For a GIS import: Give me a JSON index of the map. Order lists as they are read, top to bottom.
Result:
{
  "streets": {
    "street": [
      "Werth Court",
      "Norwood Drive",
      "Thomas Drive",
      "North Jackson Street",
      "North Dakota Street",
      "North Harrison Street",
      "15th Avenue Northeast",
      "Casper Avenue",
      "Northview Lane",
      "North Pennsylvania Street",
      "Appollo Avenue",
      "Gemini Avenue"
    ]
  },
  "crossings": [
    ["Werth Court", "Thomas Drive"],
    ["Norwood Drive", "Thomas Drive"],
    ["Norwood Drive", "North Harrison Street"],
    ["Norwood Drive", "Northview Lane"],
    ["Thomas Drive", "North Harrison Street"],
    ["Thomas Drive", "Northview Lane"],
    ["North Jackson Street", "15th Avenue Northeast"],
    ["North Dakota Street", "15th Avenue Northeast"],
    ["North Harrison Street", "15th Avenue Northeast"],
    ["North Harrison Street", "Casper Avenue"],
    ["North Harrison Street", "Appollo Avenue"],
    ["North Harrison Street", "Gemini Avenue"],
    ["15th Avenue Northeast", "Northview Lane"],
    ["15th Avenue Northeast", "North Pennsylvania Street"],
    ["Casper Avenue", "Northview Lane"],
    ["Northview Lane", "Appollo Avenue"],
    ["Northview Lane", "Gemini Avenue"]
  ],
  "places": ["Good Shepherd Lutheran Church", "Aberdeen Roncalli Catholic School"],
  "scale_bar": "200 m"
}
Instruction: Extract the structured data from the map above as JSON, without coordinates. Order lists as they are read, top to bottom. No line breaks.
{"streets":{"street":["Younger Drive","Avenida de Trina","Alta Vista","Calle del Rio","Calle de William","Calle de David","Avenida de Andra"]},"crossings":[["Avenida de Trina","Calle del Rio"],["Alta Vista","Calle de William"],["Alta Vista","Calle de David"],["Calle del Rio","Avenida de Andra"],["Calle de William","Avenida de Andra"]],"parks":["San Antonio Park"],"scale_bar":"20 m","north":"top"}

■ ■ ■ ■ ■

Pick every line from the listing holding the string "Dakota", and copy it.

## EXERCISE ANSWER
      "North Dakota Street",
    ["North Dakota Street", "15th Avenue Northeast"],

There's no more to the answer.